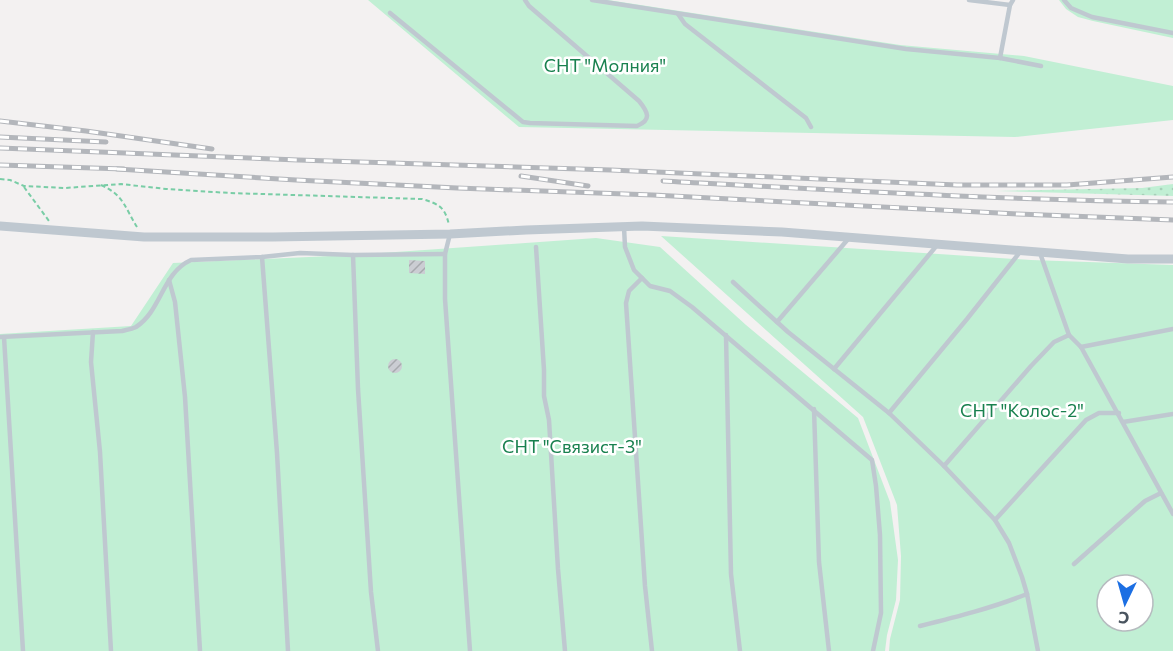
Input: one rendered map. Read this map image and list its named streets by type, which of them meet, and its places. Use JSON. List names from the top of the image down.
{
  "parks": ["СНТ \"Молния\"", "СНТ \"Колос-2\"", "СНТ \"Связист-3\""],
  "north": "bottom"
}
--------------------------------------------------
**What the task requires**: Copy out the data verbatim, with no pictures.

**Answer box**:
Input: one rendered map. Read this map image and list its named streets by type, which of them meet, and its places. Use JSON. List names from the top of the image down.
{
  "parks": ["СНТ \"Молния\"", "СНТ \"Колос-2\"", "СНТ \"Связист-3\""],
  "north": "bottom"
}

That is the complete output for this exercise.